[Start of section]

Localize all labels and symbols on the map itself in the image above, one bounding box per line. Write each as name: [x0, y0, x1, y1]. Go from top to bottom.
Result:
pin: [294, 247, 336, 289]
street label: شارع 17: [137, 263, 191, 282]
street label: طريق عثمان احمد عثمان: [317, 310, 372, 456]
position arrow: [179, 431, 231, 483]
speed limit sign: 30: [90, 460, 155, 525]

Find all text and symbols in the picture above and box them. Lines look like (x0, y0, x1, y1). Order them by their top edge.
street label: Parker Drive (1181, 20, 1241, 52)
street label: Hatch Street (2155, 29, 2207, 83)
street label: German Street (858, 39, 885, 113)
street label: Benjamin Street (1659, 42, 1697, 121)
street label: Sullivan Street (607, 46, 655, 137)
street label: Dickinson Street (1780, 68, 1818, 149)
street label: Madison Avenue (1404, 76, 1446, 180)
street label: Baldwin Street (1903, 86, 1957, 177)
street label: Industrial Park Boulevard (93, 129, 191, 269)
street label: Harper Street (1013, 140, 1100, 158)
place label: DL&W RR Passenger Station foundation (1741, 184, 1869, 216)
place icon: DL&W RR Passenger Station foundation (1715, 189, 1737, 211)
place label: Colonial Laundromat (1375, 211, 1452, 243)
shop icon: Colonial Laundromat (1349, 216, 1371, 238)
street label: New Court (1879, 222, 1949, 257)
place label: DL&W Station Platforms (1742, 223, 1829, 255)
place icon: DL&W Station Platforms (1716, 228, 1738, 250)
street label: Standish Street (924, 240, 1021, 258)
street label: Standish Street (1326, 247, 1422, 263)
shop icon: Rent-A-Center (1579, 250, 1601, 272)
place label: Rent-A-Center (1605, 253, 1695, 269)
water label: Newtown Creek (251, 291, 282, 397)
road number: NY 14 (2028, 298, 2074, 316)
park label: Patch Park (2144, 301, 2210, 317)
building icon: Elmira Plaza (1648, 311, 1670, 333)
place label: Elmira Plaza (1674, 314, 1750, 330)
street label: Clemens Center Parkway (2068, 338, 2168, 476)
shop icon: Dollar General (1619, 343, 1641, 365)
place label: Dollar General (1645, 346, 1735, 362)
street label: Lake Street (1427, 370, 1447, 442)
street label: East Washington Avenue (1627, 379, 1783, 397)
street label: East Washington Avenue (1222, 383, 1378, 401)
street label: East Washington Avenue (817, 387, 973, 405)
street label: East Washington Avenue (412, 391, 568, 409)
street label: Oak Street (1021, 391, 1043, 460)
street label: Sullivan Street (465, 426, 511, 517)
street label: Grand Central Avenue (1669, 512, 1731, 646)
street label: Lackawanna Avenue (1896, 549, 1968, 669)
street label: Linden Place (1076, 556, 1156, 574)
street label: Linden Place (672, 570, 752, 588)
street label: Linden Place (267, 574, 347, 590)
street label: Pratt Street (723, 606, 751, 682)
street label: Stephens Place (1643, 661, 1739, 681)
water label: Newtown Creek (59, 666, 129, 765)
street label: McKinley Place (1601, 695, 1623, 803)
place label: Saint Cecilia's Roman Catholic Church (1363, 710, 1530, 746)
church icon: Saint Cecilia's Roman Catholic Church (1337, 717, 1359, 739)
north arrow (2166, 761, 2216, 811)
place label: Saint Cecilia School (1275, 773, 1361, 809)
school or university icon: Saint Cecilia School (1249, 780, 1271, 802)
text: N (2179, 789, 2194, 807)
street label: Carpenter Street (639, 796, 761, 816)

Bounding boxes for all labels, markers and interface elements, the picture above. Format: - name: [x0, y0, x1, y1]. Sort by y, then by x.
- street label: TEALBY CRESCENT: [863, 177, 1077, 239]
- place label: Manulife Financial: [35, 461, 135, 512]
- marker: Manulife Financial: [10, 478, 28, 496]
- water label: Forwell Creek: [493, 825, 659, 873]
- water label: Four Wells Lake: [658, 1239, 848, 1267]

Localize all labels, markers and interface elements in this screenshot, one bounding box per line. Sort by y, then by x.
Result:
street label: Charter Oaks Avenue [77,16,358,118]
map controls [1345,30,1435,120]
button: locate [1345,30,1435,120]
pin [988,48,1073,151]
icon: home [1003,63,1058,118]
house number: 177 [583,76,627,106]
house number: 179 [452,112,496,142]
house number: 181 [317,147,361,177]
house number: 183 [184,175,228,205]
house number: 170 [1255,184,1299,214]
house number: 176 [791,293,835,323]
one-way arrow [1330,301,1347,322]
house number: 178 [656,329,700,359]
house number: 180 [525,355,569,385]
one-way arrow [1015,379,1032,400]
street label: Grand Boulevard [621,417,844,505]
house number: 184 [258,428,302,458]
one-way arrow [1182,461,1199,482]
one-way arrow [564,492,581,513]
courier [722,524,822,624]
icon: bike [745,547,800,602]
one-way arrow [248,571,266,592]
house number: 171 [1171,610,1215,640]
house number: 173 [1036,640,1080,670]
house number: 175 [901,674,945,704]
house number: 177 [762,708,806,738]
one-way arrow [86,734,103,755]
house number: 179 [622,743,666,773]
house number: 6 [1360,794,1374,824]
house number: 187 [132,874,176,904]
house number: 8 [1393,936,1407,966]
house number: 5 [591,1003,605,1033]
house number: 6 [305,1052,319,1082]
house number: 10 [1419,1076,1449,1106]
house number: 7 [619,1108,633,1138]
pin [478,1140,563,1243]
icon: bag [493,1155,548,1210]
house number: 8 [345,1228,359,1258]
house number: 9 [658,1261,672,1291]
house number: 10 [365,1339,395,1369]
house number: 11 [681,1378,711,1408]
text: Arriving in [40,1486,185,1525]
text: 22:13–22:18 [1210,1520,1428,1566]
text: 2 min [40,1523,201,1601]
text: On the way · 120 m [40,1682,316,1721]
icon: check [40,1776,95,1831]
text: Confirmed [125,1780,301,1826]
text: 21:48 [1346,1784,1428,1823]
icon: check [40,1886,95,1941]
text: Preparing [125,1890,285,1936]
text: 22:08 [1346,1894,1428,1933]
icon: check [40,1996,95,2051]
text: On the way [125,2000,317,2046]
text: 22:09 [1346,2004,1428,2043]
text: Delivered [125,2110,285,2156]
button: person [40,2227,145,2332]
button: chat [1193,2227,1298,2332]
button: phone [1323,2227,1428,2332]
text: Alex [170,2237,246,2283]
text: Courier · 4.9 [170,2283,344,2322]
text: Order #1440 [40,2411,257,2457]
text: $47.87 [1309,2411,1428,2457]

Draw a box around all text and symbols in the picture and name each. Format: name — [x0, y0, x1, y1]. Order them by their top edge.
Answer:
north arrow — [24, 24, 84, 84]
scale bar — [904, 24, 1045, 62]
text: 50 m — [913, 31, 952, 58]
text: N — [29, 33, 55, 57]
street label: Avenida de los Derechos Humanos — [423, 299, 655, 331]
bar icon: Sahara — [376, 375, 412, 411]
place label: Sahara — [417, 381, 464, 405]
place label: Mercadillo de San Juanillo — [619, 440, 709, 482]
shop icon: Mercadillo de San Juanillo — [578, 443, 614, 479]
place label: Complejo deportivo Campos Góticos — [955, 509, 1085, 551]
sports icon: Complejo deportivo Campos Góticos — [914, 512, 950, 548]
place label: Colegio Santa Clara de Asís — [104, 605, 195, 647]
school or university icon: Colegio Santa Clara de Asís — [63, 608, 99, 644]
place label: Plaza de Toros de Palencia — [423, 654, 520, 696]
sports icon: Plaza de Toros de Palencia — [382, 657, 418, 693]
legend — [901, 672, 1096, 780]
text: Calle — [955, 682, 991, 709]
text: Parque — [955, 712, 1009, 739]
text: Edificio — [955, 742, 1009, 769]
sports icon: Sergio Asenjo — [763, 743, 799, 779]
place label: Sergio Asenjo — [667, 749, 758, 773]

[End of section]

▶ **Exercise**
In the lines above, every record is to be repeated exactly.

▶ **Exercise output**
Localize all labels and symbols on the map itself in the image above, one bounding box per line. Write each as name: [x0, y0, x1, y1]. Go from top to bottom.
Result:
pin: [294, 247, 336, 289]
street label: شارع 17: [137, 263, 191, 282]
street label: طريق عثمان احمد عثمان: [317, 310, 372, 456]
position arrow: [179, 431, 231, 483]
speed limit sign: 30: [90, 460, 155, 525]

Find all text and symbols in the picture above and box them. Lines look like (x0, y0, x1, y1). Order them by their top edge.
street label: Parker Drive (1181, 20, 1241, 52)
street label: Hatch Street (2155, 29, 2207, 83)
street label: German Street (858, 39, 885, 113)
street label: Benjamin Street (1659, 42, 1697, 121)
street label: Sullivan Street (607, 46, 655, 137)
street label: Dickinson Street (1780, 68, 1818, 149)
street label: Madison Avenue (1404, 76, 1446, 180)
street label: Baldwin Street (1903, 86, 1957, 177)
street label: Industrial Park Boulevard (93, 129, 191, 269)
street label: Harper Street (1013, 140, 1100, 158)
place label: DL&W RR Passenger Station foundation (1741, 184, 1869, 216)
place icon: DL&W RR Passenger Station foundation (1715, 189, 1737, 211)
place label: Colonial Laundromat (1375, 211, 1452, 243)
shop icon: Colonial Laundromat (1349, 216, 1371, 238)
street label: New Court (1879, 222, 1949, 257)
place label: DL&W Station Platforms (1742, 223, 1829, 255)
place icon: DL&W Station Platforms (1716, 228, 1738, 250)
street label: Standish Street (924, 240, 1021, 258)
street label: Standish Street (1326, 247, 1422, 263)
shop icon: Rent-A-Center (1579, 250, 1601, 272)
place label: Rent-A-Center (1605, 253, 1695, 269)
water label: Newtown Creek (251, 291, 282, 397)
road number: NY 14 (2028, 298, 2074, 316)
park label: Patch Park (2144, 301, 2210, 317)
building icon: Elmira Plaza (1648, 311, 1670, 333)
place label: Elmira Plaza (1674, 314, 1750, 330)
street label: Clemens Center Parkway (2068, 338, 2168, 476)
shop icon: Dollar General (1619, 343, 1641, 365)
place label: Dollar General (1645, 346, 1735, 362)
street label: Lake Street (1427, 370, 1447, 442)
street label: East Washington Avenue (1627, 379, 1783, 397)
street label: East Washington Avenue (1222, 383, 1378, 401)
street label: East Washington Avenue (817, 387, 973, 405)
street label: East Washington Avenue (412, 391, 568, 409)
street label: Oak Street (1021, 391, 1043, 460)
street label: Sullivan Street (465, 426, 511, 517)
street label: Grand Central Avenue (1669, 512, 1731, 646)
street label: Lackawanna Avenue (1896, 549, 1968, 669)
street label: Linden Place (1076, 556, 1156, 574)
street label: Linden Place (672, 570, 752, 588)
street label: Linden Place (267, 574, 347, 590)
street label: Pratt Street (723, 606, 751, 682)
street label: Stephens Place (1643, 661, 1739, 681)
water label: Newtown Creek (59, 666, 129, 765)
street label: McKinley Place (1601, 695, 1623, 803)
place label: Saint Cecilia's Roman Catholic Church (1363, 710, 1530, 746)
church icon: Saint Cecilia's Roman Catholic Church (1337, 717, 1359, 739)
north arrow (2166, 761, 2216, 811)
place label: Saint Cecilia School (1275, 773, 1361, 809)
school or university icon: Saint Cecilia School (1249, 780, 1271, 802)
text: N (2179, 789, 2194, 807)
street label: Carpenter Street (639, 796, 761, 816)

Bounding boxes for all labels, markers and interface elements, the picture above. Format: - name: [x0, y0, x1, y1]. Sort by y, then by x.
- street label: TEALBY CRESCENT: [863, 177, 1077, 239]
- place label: Manulife Financial: [35, 461, 135, 512]
- marker: Manulife Financial: [10, 478, 28, 496]
- water label: Forwell Creek: [493, 825, 659, 873]
- water label: Four Wells Lake: [658, 1239, 848, 1267]

Localize all labels, markers and interface elements in this screenshot, one bounding box per line. Sort by y, then by x.
Result:
street label: Charter Oaks Avenue [77,16,358,118]
map controls [1345,30,1435,120]
button: locate [1345,30,1435,120]
pin [988,48,1073,151]
icon: home [1003,63,1058,118]
house number: 177 [583,76,627,106]
house number: 179 [452,112,496,142]
house number: 181 [317,147,361,177]
house number: 183 [184,175,228,205]
house number: 170 [1255,184,1299,214]
house number: 176 [791,293,835,323]
one-way arrow [1330,301,1347,322]
house number: 178 [656,329,700,359]
house number: 180 [525,355,569,385]
one-way arrow [1015,379,1032,400]
street label: Grand Boulevard [621,417,844,505]
house number: 184 [258,428,302,458]
one-way arrow [1182,461,1199,482]
one-way arrow [564,492,581,513]
courier [722,524,822,624]
icon: bike [745,547,800,602]
one-way arrow [248,571,266,592]
house number: 171 [1171,610,1215,640]
house number: 173 [1036,640,1080,670]
house number: 175 [901,674,945,704]
house number: 177 [762,708,806,738]
one-way arrow [86,734,103,755]
house number: 179 [622,743,666,773]
house number: 6 [1360,794,1374,824]
house number: 187 [132,874,176,904]
house number: 8 [1393,936,1407,966]
house number: 5 [591,1003,605,1033]
house number: 6 [305,1052,319,1082]
house number: 10 [1419,1076,1449,1106]
house number: 7 [619,1108,633,1138]
pin [478,1140,563,1243]
icon: bag [493,1155,548,1210]
house number: 8 [345,1228,359,1258]
house number: 9 [658,1261,672,1291]
house number: 10 [365,1339,395,1369]
house number: 11 [681,1378,711,1408]
text: Arriving in [40,1486,185,1525]
text: 22:13–22:18 [1210,1520,1428,1566]
text: 2 min [40,1523,201,1601]
text: On the way · 120 m [40,1682,316,1721]
icon: check [40,1776,95,1831]
text: Confirmed [125,1780,301,1826]
text: 21:48 [1346,1784,1428,1823]
icon: check [40,1886,95,1941]
text: Preparing [125,1890,285,1936]
text: 22:08 [1346,1894,1428,1933]
icon: check [40,1996,95,2051]
text: On the way [125,2000,317,2046]
text: 22:09 [1346,2004,1428,2043]
text: Delivered [125,2110,285,2156]
button: person [40,2227,145,2332]
button: chat [1193,2227,1298,2332]
button: phone [1323,2227,1428,2332]
text: Alex [170,2237,246,2283]
text: Courier · 4.9 [170,2283,344,2322]
text: Order #1440 [40,2411,257,2457]
text: $47.87 [1309,2411,1428,2457]

Draw a box around all text and symbols in the picture and name each. Format: name — [x0, y0, x1, y1]. Order them by their top edge.
Answer:
north arrow — [24, 24, 84, 84]
scale bar — [904, 24, 1045, 62]
text: 50 m — [913, 31, 952, 58]
text: N — [29, 33, 55, 57]
street label: Avenida de los Derechos Humanos — [423, 299, 655, 331]
bar icon: Sahara — [376, 375, 412, 411]
place label: Sahara — [417, 381, 464, 405]
place label: Mercadillo de San Juanillo — [619, 440, 709, 482]
shop icon: Mercadillo de San Juanillo — [578, 443, 614, 479]
place label: Complejo deportivo Campos Góticos — [955, 509, 1085, 551]
sports icon: Complejo deportivo Campos Góticos — [914, 512, 950, 548]
place label: Colegio Santa Clara de Asís — [104, 605, 195, 647]
school or university icon: Colegio Santa Clara de Asís — [63, 608, 99, 644]
place label: Plaza de Toros de Palencia — [423, 654, 520, 696]
sports icon: Plaza de Toros de Palencia — [382, 657, 418, 693]
legend — [901, 672, 1096, 780]
text: Calle — [955, 682, 991, 709]
text: Parque — [955, 712, 1009, 739]
text: Edificio — [955, 742, 1009, 769]
sports icon: Sergio Asenjo — [763, 743, 799, 779]
place label: Sergio Asenjo — [667, 749, 758, 773]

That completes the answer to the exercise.